Unfortunately it did not go so well. I could not get one build out due to memory errors. Which seem to happen only in the app-schema module. Ben any ideas there? Have you ever seen this. I have replicated memory settings from the other hudson so it should be the same.
Anyways, I will continue on debugging these issues and will have to plan the migration for something later this week hopefully.
Interesting.
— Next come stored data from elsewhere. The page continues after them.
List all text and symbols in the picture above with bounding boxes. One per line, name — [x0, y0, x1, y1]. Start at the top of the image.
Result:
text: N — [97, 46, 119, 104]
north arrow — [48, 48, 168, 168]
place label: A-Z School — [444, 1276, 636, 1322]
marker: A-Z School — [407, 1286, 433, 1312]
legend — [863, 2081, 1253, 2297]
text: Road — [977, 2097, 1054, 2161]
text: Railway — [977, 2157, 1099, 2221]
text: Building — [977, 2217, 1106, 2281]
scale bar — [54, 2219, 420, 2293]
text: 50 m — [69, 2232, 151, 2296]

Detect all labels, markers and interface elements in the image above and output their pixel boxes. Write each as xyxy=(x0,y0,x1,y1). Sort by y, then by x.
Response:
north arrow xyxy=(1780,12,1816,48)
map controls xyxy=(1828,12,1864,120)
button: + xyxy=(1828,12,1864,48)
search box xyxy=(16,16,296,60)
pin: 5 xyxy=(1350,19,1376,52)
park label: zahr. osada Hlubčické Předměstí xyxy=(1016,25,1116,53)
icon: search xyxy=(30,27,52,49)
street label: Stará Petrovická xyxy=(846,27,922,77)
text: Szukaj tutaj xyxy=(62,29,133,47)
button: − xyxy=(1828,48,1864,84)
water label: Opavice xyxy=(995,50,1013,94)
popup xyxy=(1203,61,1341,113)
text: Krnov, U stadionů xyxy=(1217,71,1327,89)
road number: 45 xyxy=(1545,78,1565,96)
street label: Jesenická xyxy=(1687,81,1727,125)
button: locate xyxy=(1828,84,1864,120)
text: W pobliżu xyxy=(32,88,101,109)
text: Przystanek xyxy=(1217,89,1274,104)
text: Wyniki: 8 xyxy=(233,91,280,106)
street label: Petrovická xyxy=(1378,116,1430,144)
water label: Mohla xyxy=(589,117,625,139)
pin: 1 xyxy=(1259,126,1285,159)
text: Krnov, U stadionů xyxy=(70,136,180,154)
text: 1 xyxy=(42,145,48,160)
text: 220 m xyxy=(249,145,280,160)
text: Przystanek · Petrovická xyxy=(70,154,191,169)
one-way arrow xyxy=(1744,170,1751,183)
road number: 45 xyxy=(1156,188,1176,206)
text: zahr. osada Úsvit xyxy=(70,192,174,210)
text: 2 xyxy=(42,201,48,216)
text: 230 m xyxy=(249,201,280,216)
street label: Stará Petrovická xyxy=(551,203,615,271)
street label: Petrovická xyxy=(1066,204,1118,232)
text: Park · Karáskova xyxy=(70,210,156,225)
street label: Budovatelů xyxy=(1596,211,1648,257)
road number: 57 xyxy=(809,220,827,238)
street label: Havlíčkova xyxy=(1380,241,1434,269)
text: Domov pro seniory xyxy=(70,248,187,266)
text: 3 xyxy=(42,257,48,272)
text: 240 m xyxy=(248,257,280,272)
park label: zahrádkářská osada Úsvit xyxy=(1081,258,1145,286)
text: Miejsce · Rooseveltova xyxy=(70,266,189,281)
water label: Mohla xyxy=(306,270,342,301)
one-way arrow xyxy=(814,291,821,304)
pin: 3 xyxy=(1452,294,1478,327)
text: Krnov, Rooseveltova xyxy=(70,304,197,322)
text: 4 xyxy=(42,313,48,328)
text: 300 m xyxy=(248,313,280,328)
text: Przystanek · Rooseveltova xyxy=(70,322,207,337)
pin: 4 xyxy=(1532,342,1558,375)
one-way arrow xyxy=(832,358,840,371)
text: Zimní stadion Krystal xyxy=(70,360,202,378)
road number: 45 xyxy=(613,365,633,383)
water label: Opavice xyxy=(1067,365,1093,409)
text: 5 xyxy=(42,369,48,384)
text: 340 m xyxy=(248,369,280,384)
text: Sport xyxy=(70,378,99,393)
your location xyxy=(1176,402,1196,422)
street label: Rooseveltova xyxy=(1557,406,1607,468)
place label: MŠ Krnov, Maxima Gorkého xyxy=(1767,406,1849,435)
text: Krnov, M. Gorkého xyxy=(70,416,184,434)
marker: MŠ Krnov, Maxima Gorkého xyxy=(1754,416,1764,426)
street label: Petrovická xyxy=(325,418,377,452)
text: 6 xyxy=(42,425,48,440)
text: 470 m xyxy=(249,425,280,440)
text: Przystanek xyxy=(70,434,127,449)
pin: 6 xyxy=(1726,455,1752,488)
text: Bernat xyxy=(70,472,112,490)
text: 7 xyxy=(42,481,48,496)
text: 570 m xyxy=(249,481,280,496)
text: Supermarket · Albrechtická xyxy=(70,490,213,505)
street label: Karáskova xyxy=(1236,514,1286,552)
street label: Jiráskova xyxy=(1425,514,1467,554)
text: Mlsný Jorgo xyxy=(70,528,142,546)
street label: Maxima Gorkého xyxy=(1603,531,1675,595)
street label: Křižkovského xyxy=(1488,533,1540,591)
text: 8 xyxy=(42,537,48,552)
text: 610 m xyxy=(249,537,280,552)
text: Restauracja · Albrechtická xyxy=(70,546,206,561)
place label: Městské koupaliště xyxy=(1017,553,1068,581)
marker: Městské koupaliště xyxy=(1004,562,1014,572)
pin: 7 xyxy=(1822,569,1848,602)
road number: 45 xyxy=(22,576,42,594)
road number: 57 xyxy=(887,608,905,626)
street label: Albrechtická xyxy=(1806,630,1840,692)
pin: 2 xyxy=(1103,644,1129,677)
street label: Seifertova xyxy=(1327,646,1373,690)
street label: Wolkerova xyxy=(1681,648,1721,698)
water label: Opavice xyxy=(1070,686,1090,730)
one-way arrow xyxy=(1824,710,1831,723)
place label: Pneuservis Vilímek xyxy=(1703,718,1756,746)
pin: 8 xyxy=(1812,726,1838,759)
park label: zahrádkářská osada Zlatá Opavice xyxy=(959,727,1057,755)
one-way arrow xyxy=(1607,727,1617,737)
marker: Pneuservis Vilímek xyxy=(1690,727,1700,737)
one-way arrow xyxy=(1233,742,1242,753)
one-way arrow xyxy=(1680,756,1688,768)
Are we switching from a 32bit host to a 64bit one?
It may be relevant as object pointers in 64bit use twice as much
space, so if we have a slew of small objects the increase can
be significant.
Modern JVM should have a switch for compressed obj pointers that
should make them go back to use 32bit pointers if possible, but
I fear those are available only in JDK 6 as an advanced option,
and JDK 7 by default (or something like that)
Interesting, good pice of info to know. Don't know if that is the case here but I have more than doubled the memory for maven and the jvm running the tests and it still seems to oom...
On 10-07-21 8:04 AM, Andrea Aime wrote:
Justin Deoliveira wrote:
Unfortunately it did not go so well. I could not get one build out due
to memory errors. Which seem to happen only in the app-schema module.
Ben any ideas there? Have you ever seen this. I have replicated memory
settings from the other hudson so it should be the same.
Anyways, I will continue on debugging these issues and will have to plan
the migration for something later this week hopefully.
Interesting. Are we switching from a 32bit host to a 64bit one?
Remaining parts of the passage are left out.